Junto com a jornada, conciliando com a reinvenção de partir para trabalhos de dublagem, durante a primeira etapa da pandemia, João Campos aproveitou para escrever: surgiram os roteiros de Via-sacra, um projeto de curta-metragem e as bases para um longa, Divino. O primeiro cerca uma mulher negra, advogada, e que recebe telefonema, gerado por situação de emergência, em casa; já Divino transcorre durante a festa da Folia de Reis, e traz ação no interior de Goiás, cenário bem familiar ao ator. Ambos filmes preveem negros como protagonistas.
Protagonismo também toca João Campos, pela primeira vez, no longa-metragem Depois de ser cinza, personagem central. Depois de quase três anos em finalização, o longa assinado por Eduardo Wannmacher será mostrado no 28o Providence Latin American Film Festival (EUA). Bendito fruto, entre três protagonistas mulheres, João Campos conta que Raul, o personagem, é entendido por meio delas, no ponto de vista feminino. “O filme traz histórias em rede, ao longo de cinco anos. Fala de primeiro amor, de intimidade e de inter-relações. É um filme também sobre perda. Sobre cuidar do outro e o impacto que isso tem nas relações humanas”, avalia o ator. Filmado em Porto Alegre, o longa ainda teve bônus para João Campos: numa das cenas, o personagem, acadêmico antropólogo, interagiu com o palestrante Muniz Sodré, nome de excelência nos estudos de cultura negra.

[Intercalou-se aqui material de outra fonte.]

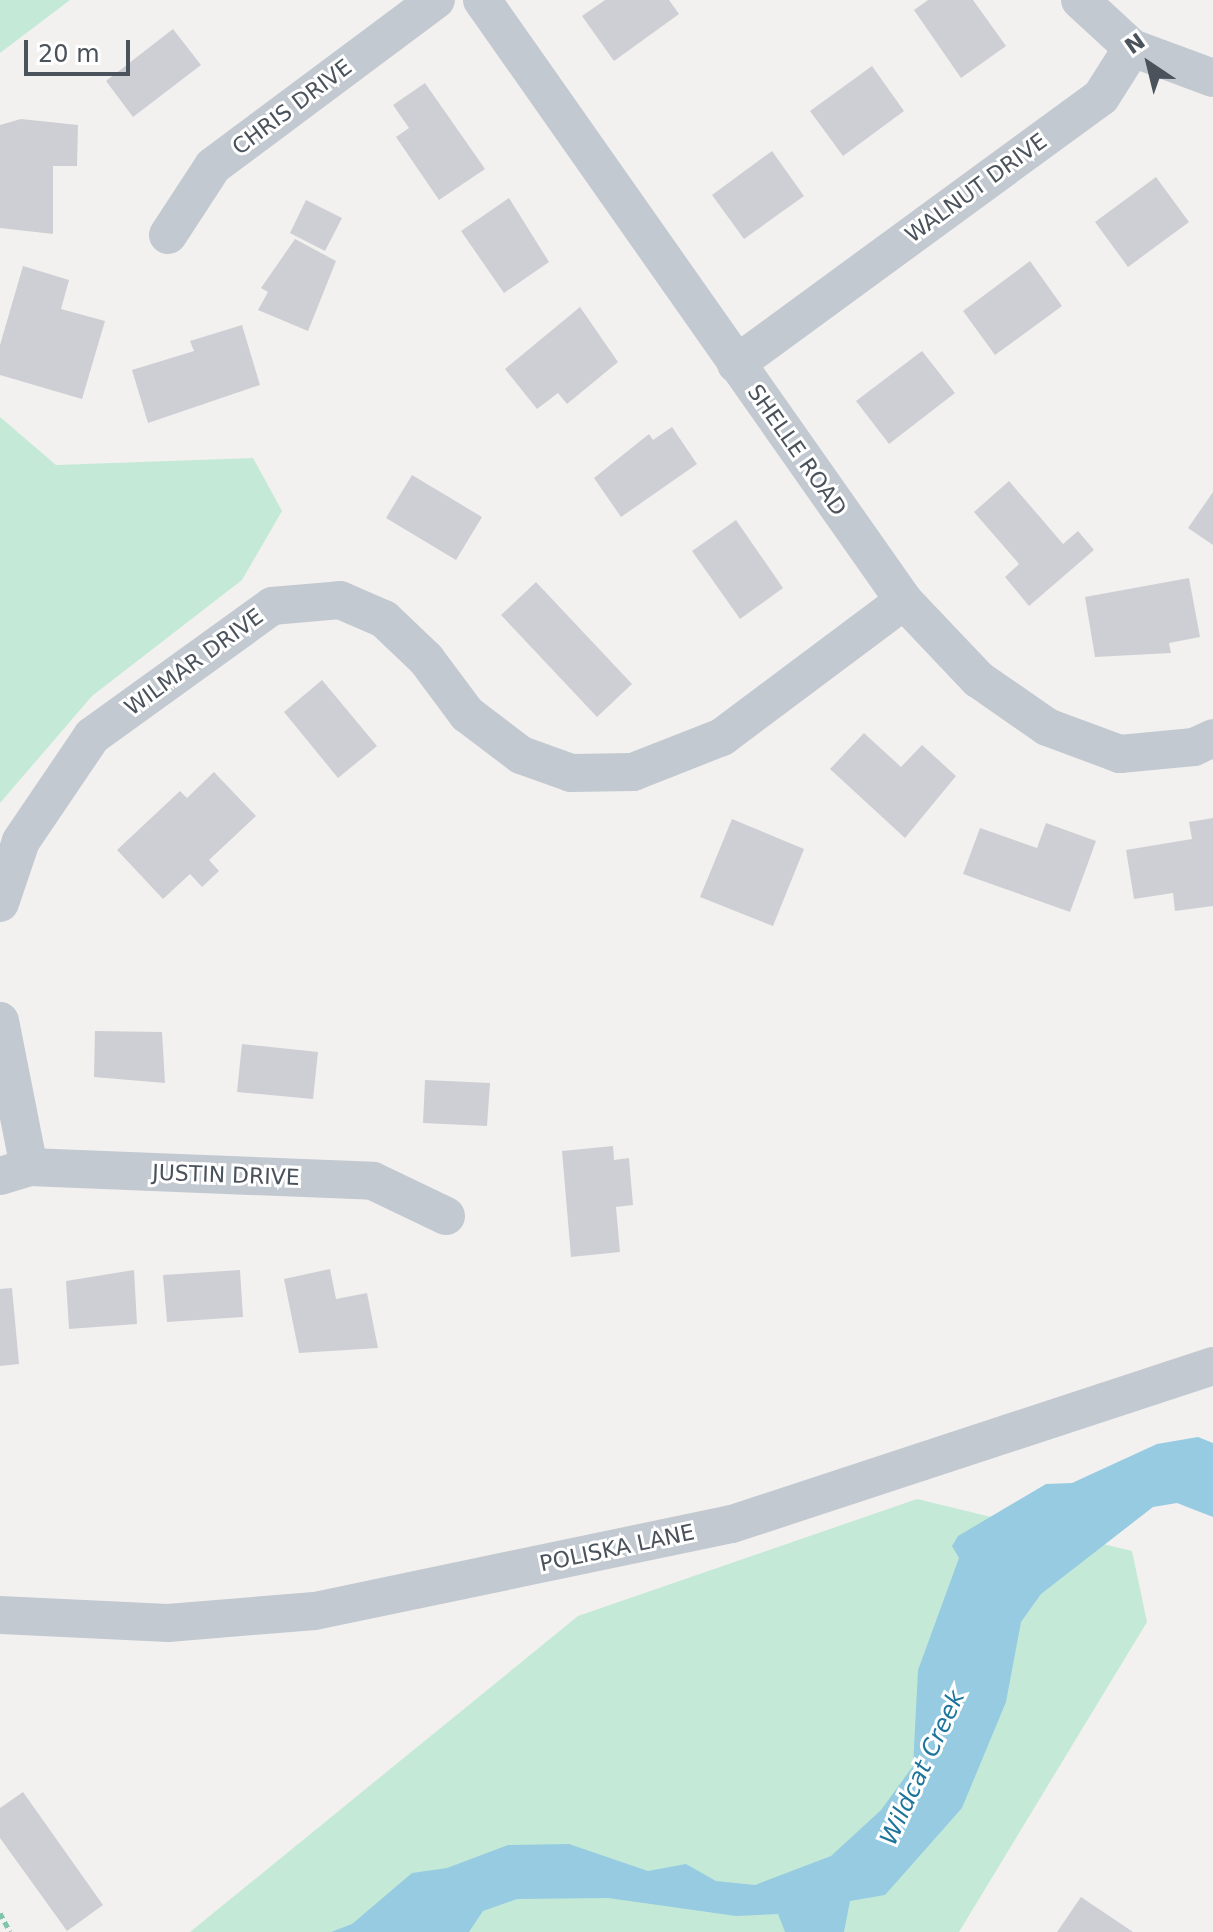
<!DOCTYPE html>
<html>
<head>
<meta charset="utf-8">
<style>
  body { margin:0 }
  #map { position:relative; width:1213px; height:1932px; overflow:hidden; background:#f2f1f0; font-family:"DejaVu Sans",sans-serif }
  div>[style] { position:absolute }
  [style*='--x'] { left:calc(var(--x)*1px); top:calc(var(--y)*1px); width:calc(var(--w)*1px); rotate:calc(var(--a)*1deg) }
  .green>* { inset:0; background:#c4ead7 }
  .water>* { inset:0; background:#97cbe2 }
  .building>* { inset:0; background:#cecfd4 }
  .path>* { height:5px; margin-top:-2.5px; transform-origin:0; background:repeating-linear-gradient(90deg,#80c5a9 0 6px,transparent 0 10px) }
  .street>* { height:38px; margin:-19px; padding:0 19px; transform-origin:19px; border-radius:19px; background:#c3c9d0 }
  span { translate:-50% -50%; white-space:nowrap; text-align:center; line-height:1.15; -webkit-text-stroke:6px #fff; paint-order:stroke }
  .street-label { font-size:22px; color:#4a525b }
  .water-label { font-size:24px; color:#1d759c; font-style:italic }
  .north { position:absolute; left:1109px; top:24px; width:80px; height:80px; -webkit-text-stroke:6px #fff; paint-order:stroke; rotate:325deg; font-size:22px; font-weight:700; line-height:32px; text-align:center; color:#4a525b }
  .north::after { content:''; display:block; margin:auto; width:28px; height:36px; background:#4a525b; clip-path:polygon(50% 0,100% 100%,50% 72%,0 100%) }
  .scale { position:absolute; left:24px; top:40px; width:106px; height:36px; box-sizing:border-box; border:4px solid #4a525b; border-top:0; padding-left:10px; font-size:24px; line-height:28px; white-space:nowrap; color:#4a525b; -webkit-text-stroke:6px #fff; paint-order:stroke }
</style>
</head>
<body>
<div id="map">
  <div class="green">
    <div style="clip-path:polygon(0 0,70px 0,0 53px)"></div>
    <div style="clip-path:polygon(0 417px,56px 465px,253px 458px,282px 511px,242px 580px,92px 696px,0 803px)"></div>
    <div style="clip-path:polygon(917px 1499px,1132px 1551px,1147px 1622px,959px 1932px,190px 1932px,578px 1616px)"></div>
  </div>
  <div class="water">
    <div style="clip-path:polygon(1198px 1437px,1213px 1443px,1213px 1517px,1177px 1503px,1153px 1507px,1041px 1594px,1021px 1622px,1006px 1702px,962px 1808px,885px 1895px,850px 1901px,844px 1932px,785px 1932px,778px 1914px,736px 1916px,608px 1898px,517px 1899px,483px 1911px,469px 1932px,331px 1932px,352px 1924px,412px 1873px,447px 1868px,508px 1845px,569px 1844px,648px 1871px,686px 1864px,716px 1881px,755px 1885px,831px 1856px,881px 1810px,913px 1766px,918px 1670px,959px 1558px,952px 1546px,958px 1536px,1046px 1484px,1072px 1483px,1157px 1444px)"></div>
  </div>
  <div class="building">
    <div style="clip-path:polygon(605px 0,669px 0,679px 14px,614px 61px,582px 16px)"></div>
    <div style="clip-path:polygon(928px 0,973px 0,1006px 46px,961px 78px,914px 10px)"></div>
    <div style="clip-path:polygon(173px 29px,201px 65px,133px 117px,106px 81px)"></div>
    <div style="clip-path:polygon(872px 66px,904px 111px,843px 156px,810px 111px)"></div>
    <div style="clip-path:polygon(425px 83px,485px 169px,439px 200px,396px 137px,409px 128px,393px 105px)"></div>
    <div style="clip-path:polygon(21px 119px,78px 125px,77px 166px,53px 166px,53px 234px,0 228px,0 125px)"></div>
    <div style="clip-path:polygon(772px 151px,804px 196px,744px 239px,712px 195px)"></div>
    <div style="clip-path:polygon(1156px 177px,1189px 222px,1128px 267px,1095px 222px)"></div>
    <div style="clip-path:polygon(509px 198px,549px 262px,504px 293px,461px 231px)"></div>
    <div style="clip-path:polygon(306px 200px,342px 218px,325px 251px,290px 233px)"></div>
    <div style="clip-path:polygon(295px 239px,336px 261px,308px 331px,258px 310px,268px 292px,261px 288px)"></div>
    <div style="clip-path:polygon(1030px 261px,1062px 306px,995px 355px,963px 311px)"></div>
    <div style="clip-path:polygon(23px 266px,69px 280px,61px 309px,105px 321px,82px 399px,0 375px,0 345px)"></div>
    <div style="clip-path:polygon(580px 307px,618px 362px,567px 404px,558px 393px,537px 409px,505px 369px)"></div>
    <div style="clip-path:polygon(242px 325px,260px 385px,148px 423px,132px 370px,194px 351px,190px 341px)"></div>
    <div style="clip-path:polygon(922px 351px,955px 393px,889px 444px,856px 401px)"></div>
    <div style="clip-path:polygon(672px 427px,697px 464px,621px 517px,594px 478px,649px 434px,653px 440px)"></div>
    <div style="clip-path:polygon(412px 475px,482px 517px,456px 560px,386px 518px)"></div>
    <div style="clip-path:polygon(1009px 481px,1063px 544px,1078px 531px,1094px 550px,1029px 606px,1005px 577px,1019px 564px,974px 512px)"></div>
    <div style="clip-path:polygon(1213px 492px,1213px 545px,1188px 528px)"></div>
    <div style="clip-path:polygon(736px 520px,783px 588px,740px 619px,692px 551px)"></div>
    <div style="clip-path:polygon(1189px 578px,1200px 637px,1169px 643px,1171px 653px,1095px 657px,1085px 597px)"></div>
    <div style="clip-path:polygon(536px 582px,632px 684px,597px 717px,501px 615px)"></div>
    <div style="clip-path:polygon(322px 680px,377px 746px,338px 778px,284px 712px)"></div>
    <div style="clip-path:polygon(864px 733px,901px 767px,922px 745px,956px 776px,905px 838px,830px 769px)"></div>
    <div style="clip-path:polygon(214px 772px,256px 816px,209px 860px,219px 871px,202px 887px,190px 874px,163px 899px,117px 850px,180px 791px,187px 798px)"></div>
    <div style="clip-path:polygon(1213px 818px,1213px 906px,1175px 911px,1173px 893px,1134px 899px,1126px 850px,1192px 839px,1189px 822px)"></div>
    <div style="clip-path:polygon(732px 819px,804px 849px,773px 926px,700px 897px)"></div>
    <div style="clip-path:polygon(1046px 823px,1096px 841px,1070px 912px,963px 874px,980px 828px,1037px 848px)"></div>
    <div style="clip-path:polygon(95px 1031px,162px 1032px,165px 1083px,94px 1077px)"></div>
    <div style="clip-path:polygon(242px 1044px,318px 1052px,313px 1099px,237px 1092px)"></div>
    <div style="clip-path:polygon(425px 1080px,490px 1083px,487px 1126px,423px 1123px)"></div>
    <div style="clip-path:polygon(613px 1146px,614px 1160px,629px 1158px,633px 1205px,616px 1207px,620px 1252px,571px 1257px,562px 1151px)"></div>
    <div style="clip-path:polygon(330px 1269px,336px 1299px,367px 1293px,378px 1348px,299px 1353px,284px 1279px)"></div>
    <div style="clip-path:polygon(134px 1270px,137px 1324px,69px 1329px,66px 1281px)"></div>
    <div style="clip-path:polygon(240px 1270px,243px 1317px,167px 1322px,163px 1275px)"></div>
    <div style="clip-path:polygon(12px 1288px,19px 1364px,0 1366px,0 1289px)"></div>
    <div style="clip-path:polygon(23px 1792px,103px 1905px,67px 1931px,0 1838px,0 1808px)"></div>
    <div style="clip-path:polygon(1081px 1897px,1133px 1932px,1057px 1932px)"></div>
  </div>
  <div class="path">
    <div style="--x:0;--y:1913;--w:21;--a:62"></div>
  </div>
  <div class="street">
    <div style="--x:482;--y:0;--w:734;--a:54.92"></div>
    <div style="--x:904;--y:601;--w:108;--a:46.5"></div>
    <div style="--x:978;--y:679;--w:84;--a:34.8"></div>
    <div style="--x:1047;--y:727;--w:78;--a:20.3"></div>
    <div style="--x:1120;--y:754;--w:74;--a:-5.4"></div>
    <div style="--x:1194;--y:747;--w:21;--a:-25"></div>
    <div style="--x:1080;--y:0;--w:71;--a:42.7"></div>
    <div style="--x:1132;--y:48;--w:86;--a:20.3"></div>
    <div style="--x:168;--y:235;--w:82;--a:-56.9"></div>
    <div style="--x:213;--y:166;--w:278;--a:-36.7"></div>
    <div style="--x:736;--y:364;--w:452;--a:-36.2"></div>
    <div style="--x:1101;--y:97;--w:58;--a:-57.7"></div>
    <div style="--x:0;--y:903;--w:65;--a:-71.3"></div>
    <div style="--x:21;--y:841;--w:127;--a:-55.9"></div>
    <div style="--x:92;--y:736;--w:222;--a:-35.8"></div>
    <div style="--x:272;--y:606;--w:68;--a:-5"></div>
    <div style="--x:340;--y:600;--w:48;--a:23.4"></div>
    <div style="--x:384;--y:619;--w:58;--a:43.6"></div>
    <div style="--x:426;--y:659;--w:69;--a:53.3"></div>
    <div style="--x:467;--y:714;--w:68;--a:37.2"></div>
    <div style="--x:521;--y:755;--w:53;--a:19.8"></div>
    <div style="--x:571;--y:773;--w:62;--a:-0.9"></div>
    <div style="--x:633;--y:772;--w:96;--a:-21.5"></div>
    <div style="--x:722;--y:737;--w:227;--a:-36.8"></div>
    <div style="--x:0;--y:1021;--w:149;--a:78.8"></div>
    <div style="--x:0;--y:1176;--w:30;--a:-17"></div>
    <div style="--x:29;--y:1167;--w:344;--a:2.3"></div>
    <div style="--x:373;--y:1181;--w:81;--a:25.6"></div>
    <div style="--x:0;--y:1615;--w:168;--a:2.7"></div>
    <div style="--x:168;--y:1623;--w:147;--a:-4.7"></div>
    <div style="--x:315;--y:1611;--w:426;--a:-11.8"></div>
    <div style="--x:732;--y:1524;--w:506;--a:-18.18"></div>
  </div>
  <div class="street-label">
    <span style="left:292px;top:107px;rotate:-37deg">CHRIS DRIVE</span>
    <span style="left:976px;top:188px;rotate:-36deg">WALNUT DRIVE</span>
    <span style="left:797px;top:450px;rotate:55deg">SHELLE ROAD</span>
    <span style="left:194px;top:662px;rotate:-36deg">WILMAR DRIVE</span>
    <span style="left:226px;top:1175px;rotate:2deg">JUSTIN DRIVE</span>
    <span style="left:617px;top:1548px;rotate:-12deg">POLISKA LANE</span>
  </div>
  <div class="water-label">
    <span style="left:923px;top:1768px;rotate:-65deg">Wildcat Creek</span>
  </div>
  <div class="north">N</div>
  <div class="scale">20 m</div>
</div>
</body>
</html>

“Você vê pessoas sem máscara, na rua, conversando, se abraçando: o presidente da República andando sem máscara, pegando na mão das pessoas. Tem gente influenciada pelo discurso do ‘é só uma gripezinha’ que entra na onda”
João Campos, ator
Cidade Nova
(2015). Curta-metragem cearense e que rendeu a João Campos o troféu Candango de melhor ator. No interior, com personagem denso, ele enfrenta situação forte: uma cidade, alagada para construção de açude, desafoga velhos conflitos em família.
Encerramento do amor
Premiado texto contemporâneo francês de Pascal Rambert, encenado, no teatro, junto à Companhia Setor de Áreas Isoladas. Sob direção de Diego Bressane, a montagem teve turnê prejudicada pela pandemia, e deve ser retomada em 2021. Monólogos selam o distanciamento entre os protagonistas de uma relação amorosa.
A lei do amor
“Vivi, na tevê, personagem muito querido, o Élio Bataglia, um jornalista. Foi meu primeiro trabalho na tevê, segurando um personagem em set prolongado, e trouxe para mim a exploração de uma linguagem, até então, desconhecida”, conclui João Campos.